2) Les défis stratégiques et organisationnels
a) Ils sont d’abord ceux que pose le numérique aux politiques publiques, singulièrement celles de la santé publique et celles qui soutiennent la recherche et l’innovation.
54Le Big data génère des données cruciales pour la compréhension des atteintes à la santé (phénomènes épidémiques ou maladies chroniques) et des comorbidités, améliore la pharmacovigilance et la sécurité des patients, augmente l’efficacité et la qualité des traitements71. Partant, il est le vecteur par lequel il va être possible de construire des politiques publiques plus efficaces, et par lequel la prévention va pouvoir effectivement se déployer comme logique première de la gestion de la santé collective et plus généralement72. C’est en ce sens que la CNIL relève que « le rôle annoncé et parfois déjà effectif des algorithmes et de l’IA dans le domaine de la santé est indissociable de l’existence de bases de données de plus en plus massives, tant en termes d’individus concernés qu’en terme de quantité de données disponibles sur chacun d’eux. L’algorithme et l’IA permettent justement de tirer parti de cette quantité inédite de données disponibles aujourd’hui (données issues des grandes bases médico-administratives rassemblées dans le SNDS mais aussi des objets de santé connectée, des dossiers de patients, etc.) pour bâtir des modèles au sein desquels un profil très précis de chaque individu peut être dessiné, ce profil pouvant constituer le soubassement d’une prévision »73. De prime évidence, les OC et apps donnent en effet à chacun les moyens de devenir acteur impliqué dans sa santé et les comportements vertueux, dans une logique d’empowerment à promouvoir, sous réserve d’en établir la valeur ajoutée en tant qu’outil de prévention et d’en mesurer tout à la fois les limites au regard des inégalités sociale de santé et les risques, au vu des tendances plus ou moins latentes à moduler les prises en charge à partir d’une normalisation des attitudes74.

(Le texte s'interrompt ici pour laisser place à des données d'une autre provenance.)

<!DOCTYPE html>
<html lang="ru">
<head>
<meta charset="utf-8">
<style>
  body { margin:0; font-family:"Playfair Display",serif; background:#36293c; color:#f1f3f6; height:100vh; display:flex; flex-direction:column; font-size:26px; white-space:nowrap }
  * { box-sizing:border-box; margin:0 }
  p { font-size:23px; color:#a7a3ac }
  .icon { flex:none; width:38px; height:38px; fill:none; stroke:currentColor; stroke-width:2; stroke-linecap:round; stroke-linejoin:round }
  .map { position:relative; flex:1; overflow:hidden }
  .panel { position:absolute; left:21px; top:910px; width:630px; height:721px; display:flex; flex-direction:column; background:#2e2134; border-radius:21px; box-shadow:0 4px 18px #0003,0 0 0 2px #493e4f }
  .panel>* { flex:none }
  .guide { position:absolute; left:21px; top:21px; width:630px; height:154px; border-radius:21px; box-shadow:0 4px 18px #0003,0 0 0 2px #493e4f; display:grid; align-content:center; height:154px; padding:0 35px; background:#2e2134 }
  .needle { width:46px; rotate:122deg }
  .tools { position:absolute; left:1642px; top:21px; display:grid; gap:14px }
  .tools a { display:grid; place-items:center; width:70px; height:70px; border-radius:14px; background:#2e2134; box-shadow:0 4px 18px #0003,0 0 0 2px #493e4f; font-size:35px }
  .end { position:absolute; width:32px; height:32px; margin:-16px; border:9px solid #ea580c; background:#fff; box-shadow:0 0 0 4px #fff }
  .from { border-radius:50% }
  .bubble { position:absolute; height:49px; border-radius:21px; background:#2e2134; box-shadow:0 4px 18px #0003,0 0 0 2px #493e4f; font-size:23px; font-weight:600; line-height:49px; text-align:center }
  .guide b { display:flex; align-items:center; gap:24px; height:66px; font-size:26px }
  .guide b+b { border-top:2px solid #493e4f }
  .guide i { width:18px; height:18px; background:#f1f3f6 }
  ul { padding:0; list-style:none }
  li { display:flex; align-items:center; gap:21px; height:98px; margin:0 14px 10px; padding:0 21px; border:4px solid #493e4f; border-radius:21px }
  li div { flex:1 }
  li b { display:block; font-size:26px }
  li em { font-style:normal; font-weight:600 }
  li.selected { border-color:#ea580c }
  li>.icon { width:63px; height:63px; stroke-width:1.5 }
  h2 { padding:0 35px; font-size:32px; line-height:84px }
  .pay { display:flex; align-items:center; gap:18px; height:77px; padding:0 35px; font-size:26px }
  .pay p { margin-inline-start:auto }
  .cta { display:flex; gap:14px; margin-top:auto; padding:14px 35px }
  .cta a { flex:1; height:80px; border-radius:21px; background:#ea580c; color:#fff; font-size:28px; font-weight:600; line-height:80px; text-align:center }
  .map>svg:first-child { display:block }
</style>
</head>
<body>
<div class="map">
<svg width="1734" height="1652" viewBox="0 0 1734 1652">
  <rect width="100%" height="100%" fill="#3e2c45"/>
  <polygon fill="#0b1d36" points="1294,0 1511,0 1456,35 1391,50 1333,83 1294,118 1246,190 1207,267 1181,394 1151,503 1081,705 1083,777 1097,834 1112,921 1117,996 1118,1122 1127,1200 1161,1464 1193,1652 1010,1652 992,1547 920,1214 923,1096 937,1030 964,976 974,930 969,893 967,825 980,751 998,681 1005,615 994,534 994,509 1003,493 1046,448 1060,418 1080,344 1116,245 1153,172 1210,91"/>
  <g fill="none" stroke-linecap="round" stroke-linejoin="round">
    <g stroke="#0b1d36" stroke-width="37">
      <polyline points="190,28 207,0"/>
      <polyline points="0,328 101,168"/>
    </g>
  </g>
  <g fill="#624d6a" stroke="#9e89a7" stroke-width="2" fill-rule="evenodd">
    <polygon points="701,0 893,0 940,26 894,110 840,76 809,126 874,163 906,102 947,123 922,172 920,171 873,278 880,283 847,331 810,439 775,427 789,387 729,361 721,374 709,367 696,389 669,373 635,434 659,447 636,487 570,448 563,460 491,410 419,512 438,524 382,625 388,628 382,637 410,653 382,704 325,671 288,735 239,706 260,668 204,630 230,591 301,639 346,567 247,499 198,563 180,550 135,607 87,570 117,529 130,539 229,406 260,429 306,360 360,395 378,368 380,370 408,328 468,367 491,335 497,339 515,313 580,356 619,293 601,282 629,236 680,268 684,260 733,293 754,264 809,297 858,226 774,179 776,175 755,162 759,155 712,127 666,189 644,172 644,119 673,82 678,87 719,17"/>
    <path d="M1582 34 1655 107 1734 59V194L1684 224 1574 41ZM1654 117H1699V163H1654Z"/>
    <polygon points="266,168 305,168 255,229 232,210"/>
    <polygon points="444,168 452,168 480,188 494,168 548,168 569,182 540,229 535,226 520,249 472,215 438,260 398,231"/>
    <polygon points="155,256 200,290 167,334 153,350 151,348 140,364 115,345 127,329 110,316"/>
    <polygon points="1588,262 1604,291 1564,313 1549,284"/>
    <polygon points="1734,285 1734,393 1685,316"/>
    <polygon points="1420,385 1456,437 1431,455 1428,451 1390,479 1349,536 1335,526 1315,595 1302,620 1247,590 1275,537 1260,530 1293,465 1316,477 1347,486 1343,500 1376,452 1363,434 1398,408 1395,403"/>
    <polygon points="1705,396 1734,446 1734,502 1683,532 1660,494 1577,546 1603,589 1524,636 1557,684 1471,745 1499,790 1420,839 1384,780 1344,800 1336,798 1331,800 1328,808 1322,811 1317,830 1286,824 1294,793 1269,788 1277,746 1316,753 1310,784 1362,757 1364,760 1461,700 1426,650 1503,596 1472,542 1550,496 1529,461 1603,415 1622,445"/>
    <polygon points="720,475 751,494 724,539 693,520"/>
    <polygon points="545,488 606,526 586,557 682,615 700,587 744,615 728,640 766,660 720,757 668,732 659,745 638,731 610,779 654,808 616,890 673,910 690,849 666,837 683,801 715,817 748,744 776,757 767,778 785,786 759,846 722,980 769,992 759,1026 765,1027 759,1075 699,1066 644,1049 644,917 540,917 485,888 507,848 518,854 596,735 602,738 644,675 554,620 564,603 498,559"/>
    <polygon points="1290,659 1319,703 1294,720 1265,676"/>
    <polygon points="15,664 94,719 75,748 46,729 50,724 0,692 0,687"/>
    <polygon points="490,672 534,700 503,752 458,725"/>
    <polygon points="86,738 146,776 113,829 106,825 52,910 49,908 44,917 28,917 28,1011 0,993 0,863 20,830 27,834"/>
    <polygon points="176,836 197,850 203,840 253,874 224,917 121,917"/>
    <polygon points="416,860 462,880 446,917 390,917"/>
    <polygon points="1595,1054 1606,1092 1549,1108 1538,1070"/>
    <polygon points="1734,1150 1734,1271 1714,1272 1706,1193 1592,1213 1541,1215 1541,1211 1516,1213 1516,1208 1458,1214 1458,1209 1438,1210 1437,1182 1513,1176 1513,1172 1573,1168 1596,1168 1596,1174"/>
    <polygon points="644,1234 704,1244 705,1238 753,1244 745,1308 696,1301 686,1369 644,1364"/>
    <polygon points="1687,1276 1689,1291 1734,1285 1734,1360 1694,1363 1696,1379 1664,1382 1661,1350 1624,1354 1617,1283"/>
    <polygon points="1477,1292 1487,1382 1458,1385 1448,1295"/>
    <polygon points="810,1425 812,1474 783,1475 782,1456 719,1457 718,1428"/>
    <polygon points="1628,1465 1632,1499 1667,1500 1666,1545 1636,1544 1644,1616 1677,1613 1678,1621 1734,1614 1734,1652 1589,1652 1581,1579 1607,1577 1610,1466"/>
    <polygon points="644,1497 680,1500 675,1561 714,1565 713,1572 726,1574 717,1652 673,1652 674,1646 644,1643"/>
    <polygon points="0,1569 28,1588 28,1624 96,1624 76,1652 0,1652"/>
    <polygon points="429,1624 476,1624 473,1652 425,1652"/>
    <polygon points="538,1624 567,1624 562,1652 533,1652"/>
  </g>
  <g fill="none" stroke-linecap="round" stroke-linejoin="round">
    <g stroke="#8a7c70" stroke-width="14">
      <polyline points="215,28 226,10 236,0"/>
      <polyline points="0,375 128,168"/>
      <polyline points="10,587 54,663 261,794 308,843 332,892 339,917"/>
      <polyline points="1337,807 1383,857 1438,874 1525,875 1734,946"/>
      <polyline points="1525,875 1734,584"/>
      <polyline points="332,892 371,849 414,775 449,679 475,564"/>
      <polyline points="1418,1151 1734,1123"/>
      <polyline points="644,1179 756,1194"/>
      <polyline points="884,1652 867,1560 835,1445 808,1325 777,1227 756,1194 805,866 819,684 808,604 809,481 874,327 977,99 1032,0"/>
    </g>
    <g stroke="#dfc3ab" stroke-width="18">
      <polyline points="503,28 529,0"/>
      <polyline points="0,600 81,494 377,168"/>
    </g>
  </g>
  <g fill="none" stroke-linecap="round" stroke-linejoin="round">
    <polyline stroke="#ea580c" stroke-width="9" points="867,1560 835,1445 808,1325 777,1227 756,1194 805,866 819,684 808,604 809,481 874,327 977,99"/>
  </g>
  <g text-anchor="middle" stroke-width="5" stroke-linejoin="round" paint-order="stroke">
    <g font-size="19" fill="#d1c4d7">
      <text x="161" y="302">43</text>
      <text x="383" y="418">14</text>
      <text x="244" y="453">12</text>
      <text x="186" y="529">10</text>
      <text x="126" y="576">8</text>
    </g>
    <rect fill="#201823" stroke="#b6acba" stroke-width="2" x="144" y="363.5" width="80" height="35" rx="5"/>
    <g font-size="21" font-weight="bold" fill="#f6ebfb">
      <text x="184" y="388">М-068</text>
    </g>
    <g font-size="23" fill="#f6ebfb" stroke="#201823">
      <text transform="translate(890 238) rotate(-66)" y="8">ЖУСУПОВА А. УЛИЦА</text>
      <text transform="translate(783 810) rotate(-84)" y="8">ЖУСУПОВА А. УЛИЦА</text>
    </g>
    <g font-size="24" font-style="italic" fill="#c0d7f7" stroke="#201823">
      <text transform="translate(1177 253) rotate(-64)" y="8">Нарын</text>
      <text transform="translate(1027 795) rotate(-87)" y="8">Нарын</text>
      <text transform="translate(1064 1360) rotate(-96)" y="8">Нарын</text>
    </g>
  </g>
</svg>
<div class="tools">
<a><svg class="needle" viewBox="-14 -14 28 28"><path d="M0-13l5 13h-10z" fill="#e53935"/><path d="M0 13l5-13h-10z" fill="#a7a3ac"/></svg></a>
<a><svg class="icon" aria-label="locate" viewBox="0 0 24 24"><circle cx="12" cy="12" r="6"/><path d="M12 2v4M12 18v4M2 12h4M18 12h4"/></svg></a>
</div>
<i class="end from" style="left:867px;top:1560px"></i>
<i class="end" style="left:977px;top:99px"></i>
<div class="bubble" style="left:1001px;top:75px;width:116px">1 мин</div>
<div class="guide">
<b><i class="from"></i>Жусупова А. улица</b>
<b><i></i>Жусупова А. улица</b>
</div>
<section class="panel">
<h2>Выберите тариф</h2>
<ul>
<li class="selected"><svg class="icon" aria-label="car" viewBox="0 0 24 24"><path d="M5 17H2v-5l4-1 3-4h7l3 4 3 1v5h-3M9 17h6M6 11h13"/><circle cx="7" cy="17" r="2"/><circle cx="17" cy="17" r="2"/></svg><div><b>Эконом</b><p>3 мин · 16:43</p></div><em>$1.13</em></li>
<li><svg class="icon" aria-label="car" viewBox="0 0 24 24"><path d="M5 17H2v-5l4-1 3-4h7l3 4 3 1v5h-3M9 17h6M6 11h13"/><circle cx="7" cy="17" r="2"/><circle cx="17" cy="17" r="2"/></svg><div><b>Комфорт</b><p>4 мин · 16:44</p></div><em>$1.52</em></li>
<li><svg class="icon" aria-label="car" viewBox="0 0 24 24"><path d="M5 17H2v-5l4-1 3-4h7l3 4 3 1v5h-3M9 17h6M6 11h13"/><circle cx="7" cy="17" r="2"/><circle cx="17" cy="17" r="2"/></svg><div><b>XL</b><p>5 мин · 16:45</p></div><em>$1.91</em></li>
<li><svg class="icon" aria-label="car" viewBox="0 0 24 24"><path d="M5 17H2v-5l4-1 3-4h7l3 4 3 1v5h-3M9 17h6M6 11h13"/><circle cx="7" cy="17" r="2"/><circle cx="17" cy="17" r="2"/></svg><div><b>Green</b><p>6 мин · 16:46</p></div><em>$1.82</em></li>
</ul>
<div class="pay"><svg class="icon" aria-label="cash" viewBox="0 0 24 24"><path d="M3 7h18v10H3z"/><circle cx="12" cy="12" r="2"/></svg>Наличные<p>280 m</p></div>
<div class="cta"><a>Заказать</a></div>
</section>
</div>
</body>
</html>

55Surtout, il faut insister ici sur l’intérêt considérable des données que génère le système de santé français ‒ établissements sanitaires et médico-sociaux, médecine de ville, assurance maladie75 ‒ pour la construction et le ciblage des politiques publiques de santé. La création du Système national des données de santé et de l’open data en la matière est l’étape première d’une mise à disposition de données essentielles au service de l’intérêt collectif, au sein du titre IV de la loi de 2016 « Renforcer l’efficacité des politiques publiques et la démocratie sanitaire ». En ce sens, l’objectif affiché est d’ouvrir l’accès aux données de santé collectées par les personnes publiques afin que « leurs potentialités soient utilisées au mieux dans l’intérêt de la collectivité ». Le SNDS répond à cet objectif en mettant à disposition des données de santé, afin de contribuer, notamment, « à l'information sur la santé ainsi que sur l'offre de soins, la prise en charge médico-sociale et leur qualité », « à la définition, à la mise en œuvre et à l'évaluation des politiques de santé et de protection sociale », ou « à la surveillance, à la veille et à la sécurité sanitaires »76. A cet égard, l’IA et l’analyse des données sont des appuis précieux pour la détection des risques sanitaires et l’action des autorités, qu’il s’agisse de « repérer l’élévation de l’incidence de maladies ou de comportements à risque ou de pharmacovigilance », de contribuer plus ou moins explicitement à la rationalisation des dépenses de santé, d'assurance maladie et des dépenses médico-sociales, ou de soutenir stratégiquement la recherche et l'innovation dans les domaines de la santé et de la prise en charge médico-sociale. Cela suppose naturellement non seulement de pouvoir traiter ces masses de données et donc de disposer de compétences mathématiques à valoriser en France mais aussi d’en garantir la fiabilité et la protection77. Le recours aux blockchains en santé est l’une des pistes actuellement explorée78.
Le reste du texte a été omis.